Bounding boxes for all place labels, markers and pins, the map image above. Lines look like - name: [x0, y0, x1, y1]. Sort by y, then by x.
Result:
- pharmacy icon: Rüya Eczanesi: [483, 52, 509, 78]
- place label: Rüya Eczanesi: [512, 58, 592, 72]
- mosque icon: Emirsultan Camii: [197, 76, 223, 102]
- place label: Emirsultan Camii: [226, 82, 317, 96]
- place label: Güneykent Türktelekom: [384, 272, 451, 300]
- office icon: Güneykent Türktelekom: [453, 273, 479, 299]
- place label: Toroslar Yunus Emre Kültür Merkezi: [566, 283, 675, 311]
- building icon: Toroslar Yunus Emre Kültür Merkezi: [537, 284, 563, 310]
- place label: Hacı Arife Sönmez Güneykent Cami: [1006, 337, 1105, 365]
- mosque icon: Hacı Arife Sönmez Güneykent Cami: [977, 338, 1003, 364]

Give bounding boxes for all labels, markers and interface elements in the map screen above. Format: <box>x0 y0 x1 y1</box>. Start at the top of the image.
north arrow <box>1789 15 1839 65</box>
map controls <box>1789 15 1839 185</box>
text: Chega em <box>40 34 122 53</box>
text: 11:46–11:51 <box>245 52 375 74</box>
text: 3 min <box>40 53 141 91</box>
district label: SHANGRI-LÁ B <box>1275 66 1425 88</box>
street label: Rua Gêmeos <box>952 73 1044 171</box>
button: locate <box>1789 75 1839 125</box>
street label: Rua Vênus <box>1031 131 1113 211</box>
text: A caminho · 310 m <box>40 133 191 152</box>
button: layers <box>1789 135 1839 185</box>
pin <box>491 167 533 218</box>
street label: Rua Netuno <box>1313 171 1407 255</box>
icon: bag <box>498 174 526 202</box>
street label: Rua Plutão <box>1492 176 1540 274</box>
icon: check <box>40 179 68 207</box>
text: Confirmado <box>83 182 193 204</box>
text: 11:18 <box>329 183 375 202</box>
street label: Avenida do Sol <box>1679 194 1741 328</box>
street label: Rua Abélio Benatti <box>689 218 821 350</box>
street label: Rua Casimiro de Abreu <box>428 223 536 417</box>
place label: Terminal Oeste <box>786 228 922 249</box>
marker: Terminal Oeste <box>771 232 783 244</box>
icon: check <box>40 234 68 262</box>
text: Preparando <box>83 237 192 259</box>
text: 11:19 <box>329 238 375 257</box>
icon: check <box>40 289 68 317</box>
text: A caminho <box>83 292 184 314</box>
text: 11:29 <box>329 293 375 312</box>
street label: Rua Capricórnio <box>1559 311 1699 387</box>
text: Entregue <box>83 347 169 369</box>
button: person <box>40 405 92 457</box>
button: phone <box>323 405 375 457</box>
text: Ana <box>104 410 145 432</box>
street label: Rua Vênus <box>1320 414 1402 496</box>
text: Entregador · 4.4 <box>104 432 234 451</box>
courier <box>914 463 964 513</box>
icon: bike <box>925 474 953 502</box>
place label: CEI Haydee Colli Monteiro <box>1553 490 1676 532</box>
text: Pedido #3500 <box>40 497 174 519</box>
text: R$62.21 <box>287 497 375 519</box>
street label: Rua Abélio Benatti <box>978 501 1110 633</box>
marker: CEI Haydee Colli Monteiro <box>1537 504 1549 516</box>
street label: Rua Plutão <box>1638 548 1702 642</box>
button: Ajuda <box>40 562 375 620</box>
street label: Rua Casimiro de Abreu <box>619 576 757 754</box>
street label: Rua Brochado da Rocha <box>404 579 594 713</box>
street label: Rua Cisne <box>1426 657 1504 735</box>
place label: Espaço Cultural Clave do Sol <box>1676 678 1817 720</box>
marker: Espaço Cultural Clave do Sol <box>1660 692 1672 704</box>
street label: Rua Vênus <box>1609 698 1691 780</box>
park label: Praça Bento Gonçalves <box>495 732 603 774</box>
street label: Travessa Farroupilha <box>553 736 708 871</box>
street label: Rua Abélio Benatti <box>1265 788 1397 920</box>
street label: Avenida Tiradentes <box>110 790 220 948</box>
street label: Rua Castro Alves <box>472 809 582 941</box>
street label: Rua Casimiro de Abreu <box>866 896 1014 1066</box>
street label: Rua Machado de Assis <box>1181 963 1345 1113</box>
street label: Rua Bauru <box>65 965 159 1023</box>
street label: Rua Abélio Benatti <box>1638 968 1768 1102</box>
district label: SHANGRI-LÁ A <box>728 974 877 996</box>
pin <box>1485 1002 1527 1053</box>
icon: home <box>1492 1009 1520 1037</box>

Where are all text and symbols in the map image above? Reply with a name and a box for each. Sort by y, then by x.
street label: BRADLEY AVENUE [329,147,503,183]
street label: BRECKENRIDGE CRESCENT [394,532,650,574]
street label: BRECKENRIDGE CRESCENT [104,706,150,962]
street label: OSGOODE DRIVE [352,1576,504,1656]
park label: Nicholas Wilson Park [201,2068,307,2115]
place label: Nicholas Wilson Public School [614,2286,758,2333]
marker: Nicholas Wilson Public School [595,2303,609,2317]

☆ ☆ ☆ ☆ ☆ ☆ ☆

* What you will do:
"Güneykent" is the string to look for; please copy every line of the records above where it appears.

* Task solution:
- place label: Güneykent Türktelekom: [384, 272, 451, 300]
- office icon: Güneykent Türktelekom: [453, 273, 479, 299]
- place label: Hacı Arife Sönmez Güneykent Cami: [1006, 337, 1105, 365]
- mosque icon: Hacı Arife Sönmez Güneykent Cami: [977, 338, 1003, 364]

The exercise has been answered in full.